Hereby, WT stands for the Customer Wish date for the delivery, KT represents the confirmed delivery date by Infineon and PODate equals the Order Entry Date.

Primarily, data was sorted in descending order. Next, with the help of Excel and R, an underlying function out of a pool of the common statistical distributions has been identified. Using R, other functions, e.g. normally distributed functions, have been added in order to better fit the real data and achieve an R² value > 0.96. In a graphical validation, comparing the real data histogram and boxplot with the synthetic data histogram, validity of the synthetic data further has been proven. Figure 1 demonstrates the fit between real data in black and synthetic data (blue line) for the Confirmed Order Lead Time. Figure 2 displays the histogram comparison between real data on the left and synthetic data on the right.

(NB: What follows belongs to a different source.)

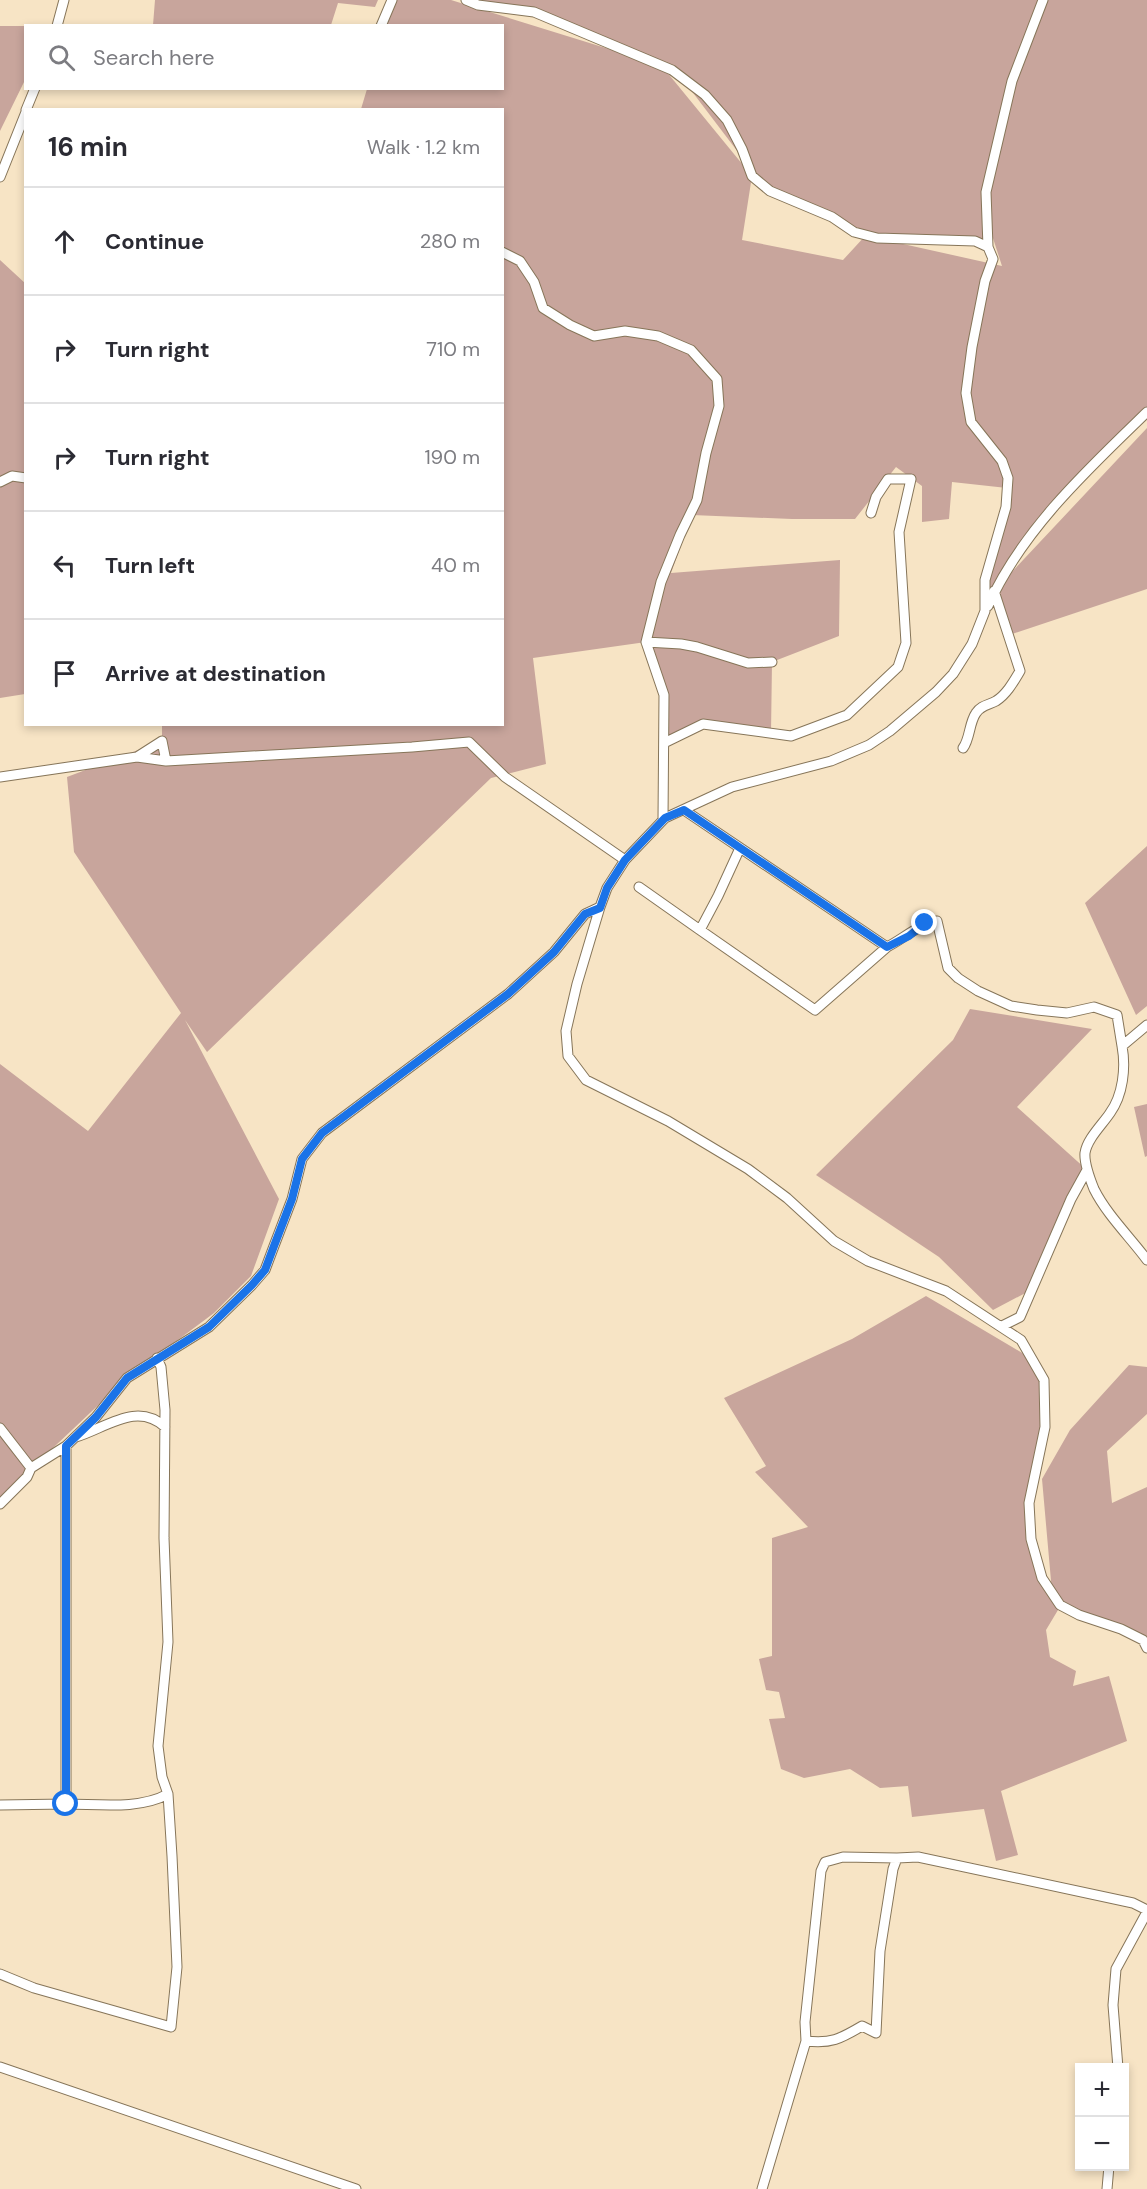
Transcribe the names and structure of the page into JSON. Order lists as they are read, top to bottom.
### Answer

Figure 1: Line chart comparison of real and synthetic data

Figure 2: Comparison of Histograms

Another important aspect is protection of sensible customer- and product-related data. Therefore, every customer and every product receives a unique number. By leveraging these figures, customer shares can be displayed without handing out confidential information. Figure 3 presents the final table combining the synthetic data.

Figure 3: Extract from Final Table for the Synthetic Data

In a next step, QSD for all business months from January 2018 onwards will be created and all product lines will be included. The data will then be used to test relevant algorithms for the introduction of LTBP.

References:
[1] Parker, S.P. (1984). McGraw-Hill dictionary of science and engineering. McGraw-Hill, New York.
[2] Machanavajjhala, A., Kifer, D., Abowd, J., Gehrke, J., Vilhuber, L. (2008). Privacy: Theory meets Practice on the Map, Proceedings of the 2008 IEEE 24th International Conference on Data Engineering, IEEE Computer Society, Washington, 277-286.